Faut-il s’en inquiéter ?
Je sais pas toi, mais le matin, dans ma voiture, j’écoute les nouvelles radiophoniques pour avoir des trucs à raconter sur Twitter parce que c’est important d’être bien informé.
En ce moment, entre deux élections, pas mal de classements, à cause de la fin de l’année qui s’en vient avec son cortège de flocons. Le classement des villes avec la meilleure qualité de vie, le classement des villes les plus chères (étonnamment similaire), le classement des personnalités préférées des guatémaltèques, des 300 personnes les plus riches du pays (mais pas celui des 300 les plus pauvres, je ne sais pas pourquoi). Et le classement des meilleures raisons de s’inquiéter.
Pour quelqu’un comme moi, qui aime écouter les nouvelles, c’est très important, comme classement. Parce que c’est vrai. Entre la crise qui s’en vient et les agences de notation qui risquent d’enlever des A sans crier gre, la peur de l’insécurité, l’inquiétante montée de l’intégrisme religieux, l’étonnante stabilité de l’intégrisme fromager, les sourdes menaces de l’UDC qui pourrait entrer dans l’opposition (ça, j’avoue que ça m’angoisse, j’étais sûr qu’ils y étaient déjà), le FC Sion qui pourrait faire recours (personne n’est à l’abri), et la fin du monde dans moins d’un an, difficile de savoir avec certitude de quoi avoir peur.
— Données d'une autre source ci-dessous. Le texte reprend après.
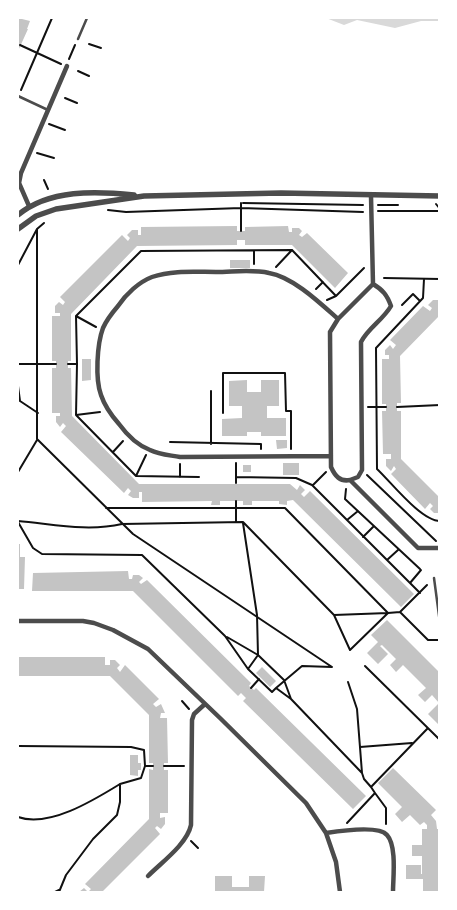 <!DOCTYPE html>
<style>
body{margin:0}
#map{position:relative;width:457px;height:910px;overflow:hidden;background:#fff;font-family:"Roboto Condensed",sans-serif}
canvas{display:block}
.frame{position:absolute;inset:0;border:19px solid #fff;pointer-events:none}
</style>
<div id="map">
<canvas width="457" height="910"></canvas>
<div class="frame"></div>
</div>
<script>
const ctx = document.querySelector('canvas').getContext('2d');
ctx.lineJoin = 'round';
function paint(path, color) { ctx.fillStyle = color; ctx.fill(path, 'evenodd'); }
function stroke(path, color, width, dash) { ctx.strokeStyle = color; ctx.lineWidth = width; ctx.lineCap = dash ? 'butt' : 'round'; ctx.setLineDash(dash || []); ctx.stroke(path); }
paint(new Path2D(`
 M326 18H439L440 21H421L395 28 357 20 344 25Z`), '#d9d9d9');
paint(new Path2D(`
 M18 18 30 21 27 29H28L18 51Z
 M237 226V231H245V227L288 226 289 232H292V228H299L302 231 299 235 302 237 307 233 348 273 335 288 292 245H245V240H237V245L137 246 71 314V361H68V368H71L72 416 139 484H290L297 490 300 485 305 490 301 494 304 497 310 491 414 594 401 607 293 500 287 501V505L279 504V501H252V505H243V501H220V505H211L212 501 142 502V492H139V498H133L128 495 131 491 128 488 124 493 61 432 66 426 63 423 60 427 56 422V416H60V413H52V368H56V361H52V316H60V313H55V306L59 302 63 305 65 302 60 297 122 235 128 241 130 238 127 235 132 230H138V235H141V227Z
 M230 260H250V268H230Z
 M433 300H439V316L400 356 401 403H397V411H401V459L439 497V513H434L430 509 433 506 430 503 425 509 391 474 396 469 394 466 391 471 386 466V459H391V454H383L382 411H386V404H382V359H389V355H385V350L390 345 393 349 396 345 390 340 423 306 430 311 432 308 428 305Z
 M82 359H91V380L82 381Z
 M247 380V392H261V380H279V406H267V418H286V436H261V432H247V436H222V419L242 418V406H229V381Z
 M276 440H287V448L277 449Z
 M283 463H299V475H283Z
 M243 465H251V472H243Z
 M18 544H20V557H25L24 589H18Z
 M128 571 129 579H132L133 575H139L143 578 139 582 141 584 147 580 251 683 249 686 254 690 256 688 366 796 353 809 243 701 246 698 241 693 238 696 133 591H32L33 573Z
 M387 620 439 672V703L432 695 425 702 418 695 426 688 403 665 396 672 390 665 396 659 382 645 380 646 388 654 378 664 367 653 378 642 371 635Z
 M18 657H105V665H110V660H115L120 665 117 668 120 672 125 665 159 699 153 704 156 707 161 704 165 713H161L160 718H167L168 763H164V770H168V813H160V818L165 817V824L161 829 157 826 155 828 160 834 102 892H79L84 888 88 892 91 889 85 884 149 819V769L153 770V763H149V715L110 676H18Z
 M262 667 276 681 270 687 256 673Z
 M438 704 439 723 438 724 428 714Z
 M130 755H138V763H141V770H138V776L130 775Z
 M393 768 436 810 431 815 436 821 437 829H439V892H423V879H406V865H421V874H422V856H412V845H422V829H427V825L424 822 420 825 410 815 402 822 395 814 402 807 378 783Z
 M215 876H232V887H249V876H265L264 892H215Z`), '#c4c4c4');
stroke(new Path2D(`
 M89 44 101 48
 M20 45 61 64
 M69 59 75 45
 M78 71 89 76
 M21 90 52 18
 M65 98 77 103
 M49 124 65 130
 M37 153 54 158
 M44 180 48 189
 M243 203 363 205
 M436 204 440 209
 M378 205H398
 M108 210 126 212 241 208 363 212
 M378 211H440
 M37 229V439L133 534 332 667
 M241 231V203
 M254 251V264
 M18 265 37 229 44 223
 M276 267 292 250
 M384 278 440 279
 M424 279 423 298 376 348 377 469C391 482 421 521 440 521
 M316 289 323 282
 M327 300 336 296 364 268
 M402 305 413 294 420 301
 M76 316 96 327
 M18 364H56
 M68 364H77L76 415 136 476 199 477
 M77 364 76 316 141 251 292 250 336 296
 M18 386 20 401 38 413
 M368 407H386
 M397 407 440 405
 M223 413V373H285L286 411H291V449
 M76 415 100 412
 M170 442 261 444V449
 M211 444V391
 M113 452 123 441
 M18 472 37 440
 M367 475 436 541
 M136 476 146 455
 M180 477V464
 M236 477 296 478 312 485 420 593
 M236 483V463
 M313 485 326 472
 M346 489 345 499 420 569
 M106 508H285L388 613 334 615
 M347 520 358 511
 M18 521C53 524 87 532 122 524L243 522 334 615 350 650 388 613 400 612 427 585
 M18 522 33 548 42 554 142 555 225 636 248 669 272 692 276 688 291 699
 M236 522V501
 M243 523 257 615 258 655 248 669
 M363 537 374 526
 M387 560 398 550
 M410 583 421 570
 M400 612 428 640H440
 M227 637 258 655 284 680 291 699 362 773
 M365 666 440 740
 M348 682 357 709 362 773 364 779 371 787
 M251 688 259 679
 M276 688 302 666 332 667
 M182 701 189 709
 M18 746 131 747 144 750 145 766 141 778 120 784V802L117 815 93 839 66 875 59 892
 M360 747 412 743
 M145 766H153
 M164 766H184
 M375 793 386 808V824
 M18 817C49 828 94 800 120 784
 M347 823 375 793 371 787 428 728
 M191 841 198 848
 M55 892 59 890`), '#111', 2);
stroke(new Path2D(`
 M78 39 87 18
 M18 96 48 110
 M434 578 440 623`), '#4c4c4c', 2.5);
stroke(new Path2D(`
 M371 196 373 284 338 319 330 332 331 467C335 476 340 482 350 480L418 548H440
 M29 206 19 183 21 173 67 66
 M331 456 180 457C170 455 160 455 150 450 137 445 127 435 119 424 111 415 105 407 101 395 95 379 97 344 103 328 107 319 112 313 118 306 126 294 139 282 152 277 172 270 195 272 216 272 233 272 252 269 269 273 293 277 320 303 338 319
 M350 480 358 477 362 470 361 342C368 328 383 320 391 306 387 295 383 290 373 284
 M18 621H83L94 623 113 630 148 649 221 719 306 803 326 833 336 862 340 892
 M326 833C339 831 379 825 387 835 397 846 393 878 393 892
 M148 876C162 862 187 844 191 825L192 720 194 714 205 704`), '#4c4c4c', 4.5);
stroke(new Path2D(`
 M18 215C49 189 96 191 134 195
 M18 229 36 216 56 209 144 196 281 193 440 196`), '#4c4c4c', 5.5);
</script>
Ce classement permet donc d’y voir plus clair, entre les sources d’inquiétudes sérieuses et les plus secondaires, comme la peur d’une invasion de la Terre par des fourmis de 18 mètres.
Ce qui est rassurant, c’est que ce classement-là est fiable. C’est vrai, prends les « villes où il fait le plus bon vivre ». Comment ils font ? Ils envoient une dizaine de scientifiques s’attabler, en début d’après-midi, sur une terrasse ensoleillée de Khartoum ou de Reykjavik, le vent s’engouffre dans leurs cheveux auburn, au loin, les douces mélopées des oiseaux insouciants s’élèvent comme de gais madrigaux, une légère brise caresse leur joue rouge d’avoir trop ri, c’est le printemps, ils ont envie de chanter, et ils comparent ? “Alors, Tegucigalpa, j’ai mis un 7 en mélopées, un 5 en légère brise mais un 10 en café” ? Tout ça ne me dit rien qui vaille.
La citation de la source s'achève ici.